The Webtractor is a ruby library which is able to extract main content from webpages like news, blogs, etc. As a result you can just have a main content without any boilerplate (menu, footer, comments, etc).

Installation

You can install it directly via gem:

gem install webtractor

Or you can put it in your Gemfile:

gem 'webtractor'

Then run:

bundle install

Basic usage

extractor = Webtractor::Extractor.new
result = extractor.extract_from_url
'http://techcrunch.com/2014/05/24/dont-believe-anyone-who-tells-you-learning-to-code-is-easy/'
puts result.text

extractor = Webtractor::Extractor.new
result = extractor.extract '<html><body>...</body></html>'

page = Nokogiri::HTML(...)
extractor = Webtractor::Extractor.new
result = extractor.extract_from_xml page

You can also access Nokogiri document from result via xml attribute:

puts result.xml.xpath('...').text

Advanced usage

Process of getting main content from the webpage is really simple. It consists of applying multiple filters on the document where every filter gets on input output of the last applied filter.

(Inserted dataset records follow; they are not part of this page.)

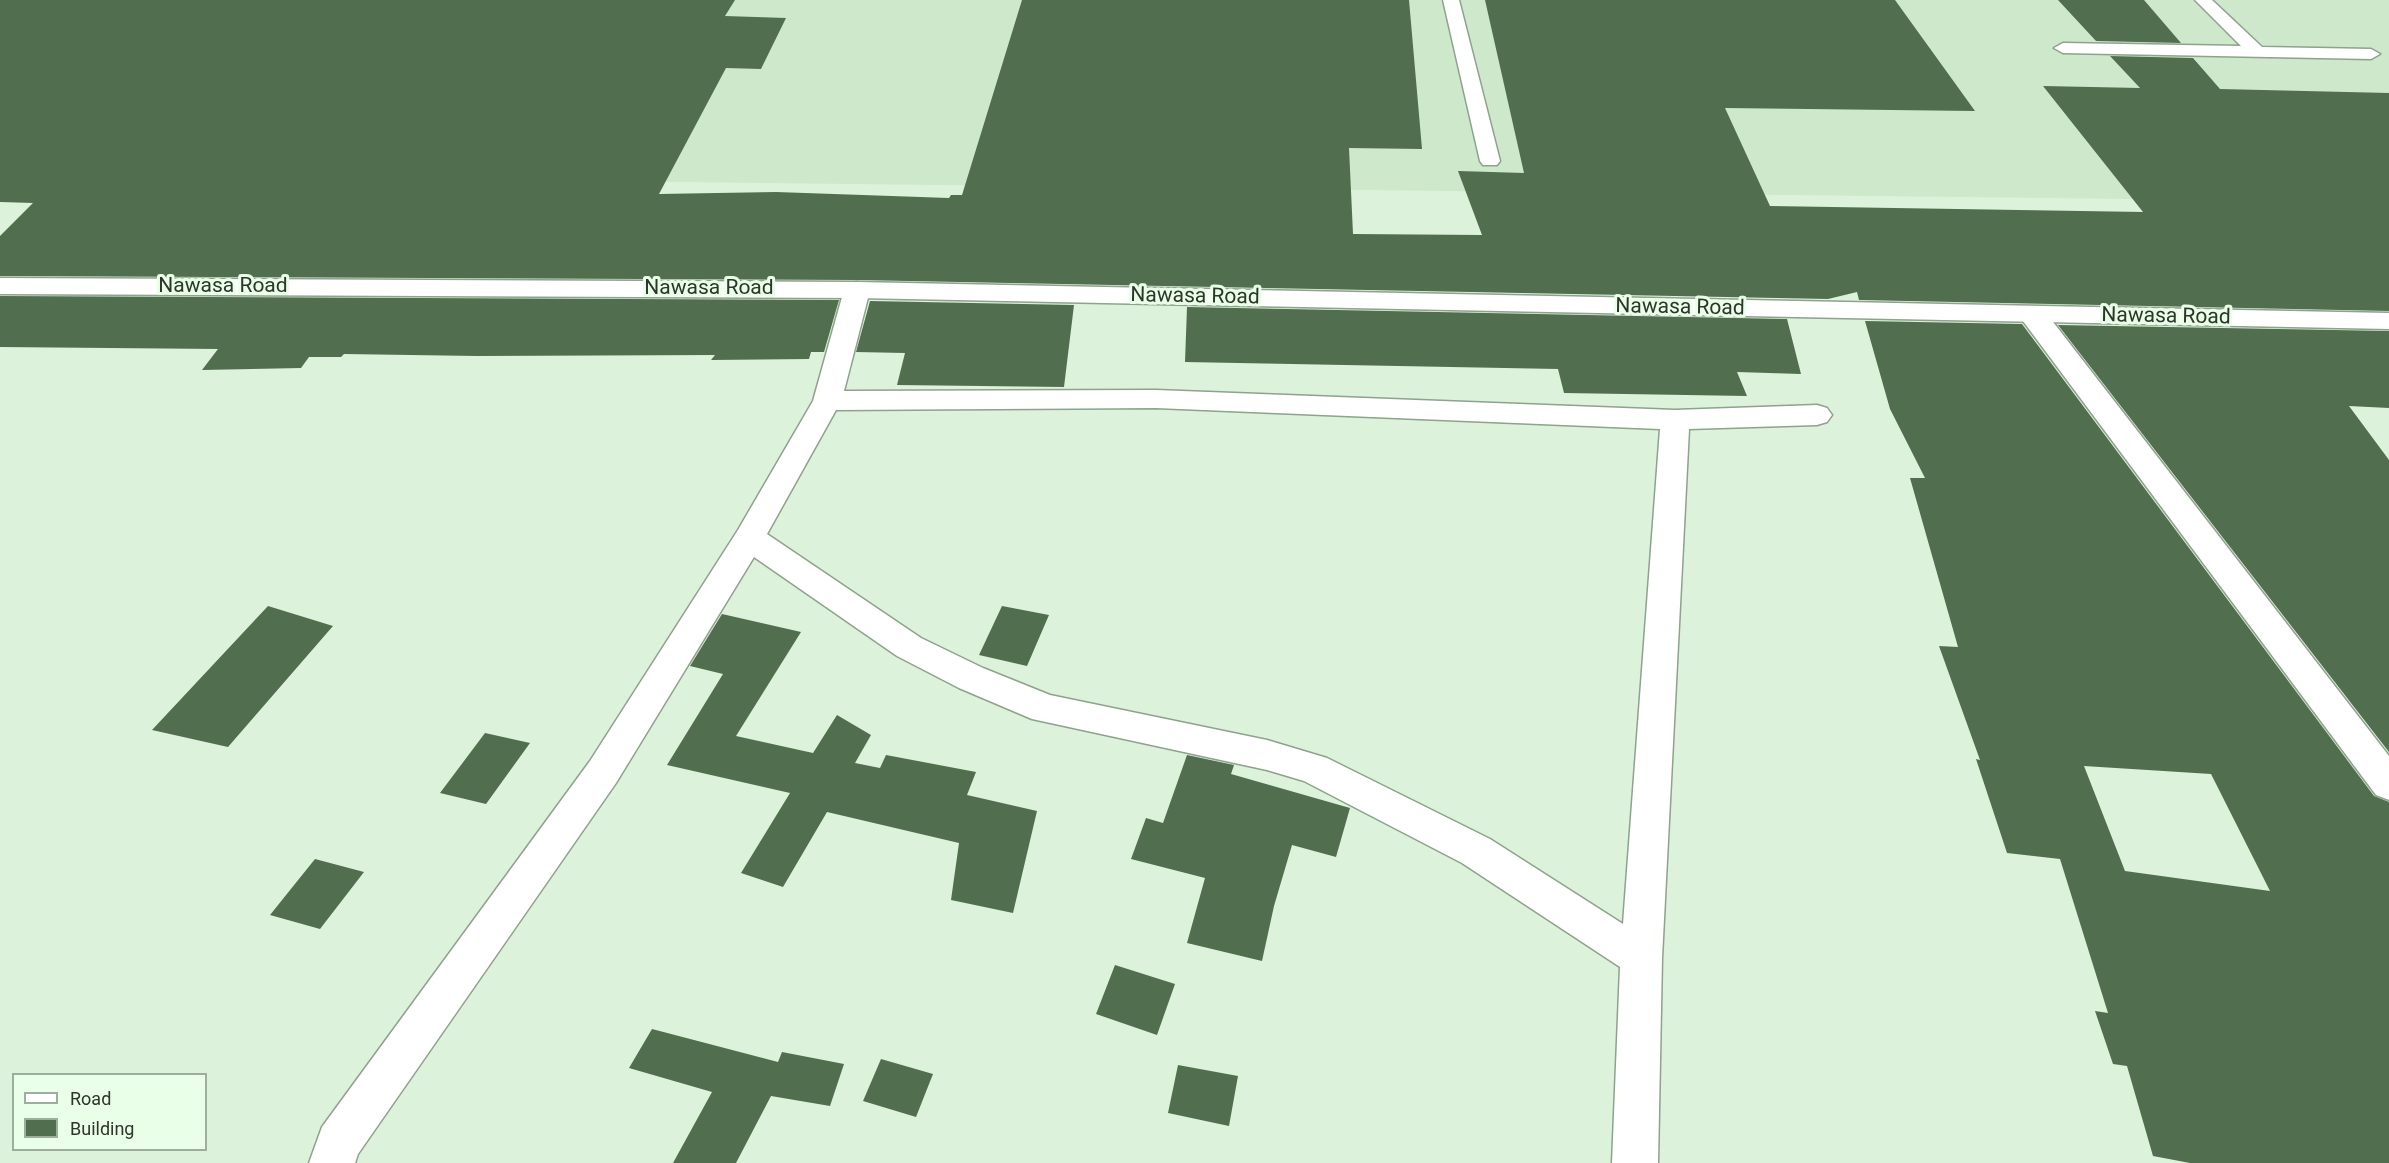 <!DOCTYPE html>
<style>
body{margin:0}
#map{position:relative;width:2389px;height:1163px;overflow:hidden;background:#dcf2da;font-family:Roboto,sans-serif}
canvas{display:block}
.legend{position:absolute;left:12px;top:1073px;width:195px;height:78px;box-sizing:border-box;background:#e9ffe7;border:2px solid #9eae9c;margin:0;padding:8px 10px;list-style:none;font-size:18px;color:#2d352c}
.legend li{display:flex;align-items:center;gap:12px;height:30px}
.legend b{width:30px;border:2px solid #9eae9c}
</style>
<div id="map">
<canvas width="2389" height="1163"></canvas>
<ul class="legend">
<li><b style="height:8px;background:#fff"></b>Road</li>
<li><b style="height:16px;background:#516f4f"></b>Building</li>
</ul>
</div>
<script>
const c = document.querySelector('canvas').getContext('2d');
c.lineJoin = 'round';
function paint(path, color) { c.fillStyle = color; c.fill(path, 'evenodd'); }
function stroke(path, color, width, dash) { c.strokeStyle = color; c.lineWidth = width; c.lineCap = dash ? 'butt' : 'round'; c.setLineDash(dash || []); c.stroke(path); }
function label(font, color, halo, rows, align = 'center') {
  c.font = font + ' Roboto,sans-serif'; c.lineWidth = 6; c.setLineDash([]); c.textBaseline = 'middle'; c.strokeStyle = halo; c.fillStyle = color; for (const [text, x, y, turn = 0] of rows) {
    c.save(); c.translate(x, y); c.rotate((+turn || 0) * Math.PI / 180); c.textAlign = isNaN(turn) ? turn : align; if (halo) c.strokeText(text, 0, 0); c.fillText(text, 0, 0); c.restore();
  }
}
const built = new Path2D(`
 M0,0H2389V202L0,174Z`);
const building = new Path2D(`
 M0,0H735L725,16L786,18L761,69L726,68L659,194L776,192L949,198L951,195H962L1022,0H1409L1422,149L1349,148L1353,234L1482,235L1458,171L1524,173L1485,0H1895L1975,111L1725,108L1770,206L2143,212L2043,86L2140,88L2110,56L2193,58L2220,89L2389,93V311L1859,300L1857,292L1828,299L857,280L0,276V236L33,203L0,202Z
 M2058,0H2144L2181,43L2096,41Z
 M0,296L839,300L824,352H811L809,359L711,360L715,355L477,356L344,354L341,357H309L301,368L202,370L218,349L0,347Z
 M870,301L1074,305L1064,387L897,385L905,353L856,352Z
 M1187,307L1787,319L1801,374L1737,372L1747,396L1564,393L1558,369L1185,362Z
 M1865,321L2022,324L2374,796L2389,802V1163H2190L2153,1156L2127,1066L2113,1064L2095,1011L2108,1013L2060,859L2007,853L1976,759L1980,760L1939,646L1958,647L1910,478H1925L1890,409ZM2084,766L2211,774L2270,891L2125,871Z
 M2058,325L2389,331V408L2349,406L2389,460V752Z
 M268,606L333,626L228,747L152,730Z
 M1002,606L1049,615L1027,666L979,655Z
 M722,614L801,632L736,736L813,753L837,715L871,735L855,763L880,768L886,755L976,772L967,795L1037,811L1013,913L951,900L959,843L827,812L783,887L741,873L790,793L667,765L723,674L690,666Z
 M485,733L530,743L486,804L440,793Z
 M1187,755L1234,765L1231,774L1350,808L1336,857L1292,845L1274,906L1262,961L1187,943L1205,878L1131,859L1146,818L1163,823Z
 M315,859L364,872L320,929L270,915Z
 M1115,965L1175,984L1157,1035L1096,1014Z
 M652,1029L778,1062L782,1052L844,1064L830,1106L771,1096L736,1163H673L712,1092L629,1068Z
 M881,1059L933,1074L916,1117L863,1101Z
 M1178,1065L1238,1076L1229,1126L1168,1113Z`);
const service = new Path2D(`
 M1443,0H1459L1500,161L1497,165H1483L1480,161Z
 M2195,0H2212L2262,47L2371,49L2380,54L2371,59L2063,53L2054,48L2063,43L2241,46Z`);
const minor = new Path2D(`
 M857,282L866,284L870,290L844,391L1156,390L1675,410L1817,405L1827,408L1832,415L1827,422L1817,425L1689,429L1662,958L1658,1163H1612L1620,967L1462,863L1304,781L1267,770L1032,719L959,688L897,656L754,557L616,783L358,1154L355,1163H309L322,1127L590,761L738,530L813,401L844,290L848,284ZM1156,408L1660,429L1623,924L1490,839L1327,758L1267,740L1050,695L983,668L921,638L767,534L836,410Z
 M2033,307L2043,309L2389,756V800L2376,795L2023,321L2019,315L2023,309Z`);
const tertiary = new Path2D(`
 M0,278L857,282L2389,313V329L857,298L0,294Z`);
const streetNames = [
 ["Nawasa Road",223,287],
 ["Nawasa Road",709,289],
 ["Nawasa Road",1195,297,1],
 ["Nawasa Road",1680,308,1],
 ["Nawasa Road",2166,317,1]
];
paint(built, '#cde8cb');
paint(building, '#516f4f');
stroke(service, '#8ea28c', 3);
stroke(minor, '#8ea28c', 3);
stroke(tertiary, '#8ea28c', 3);
paint(service, '#fff');
paint(minor, '#fff');
paint(tertiary, '#fff');
label('21px', '#2d352c', '#e9ffe7', streetNames);
</script>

You can look at the names of default filters:

p Webtractor::Filters::DefaultFilter.new.filters.map{|f| f.class.to_s}

You can remove any filter:

extractor.remove_filter Webtractor::Filters::RemoveComments

Or you can also create your own filter. It can be any class which implements process method which takes page as an argument and returns page:

class RemoveBolds
  def process page
    page.css('b').remove
    page
  end
end

extractor.add_filter RemoveBolds.new

License

This library is distributed under the Beerware license.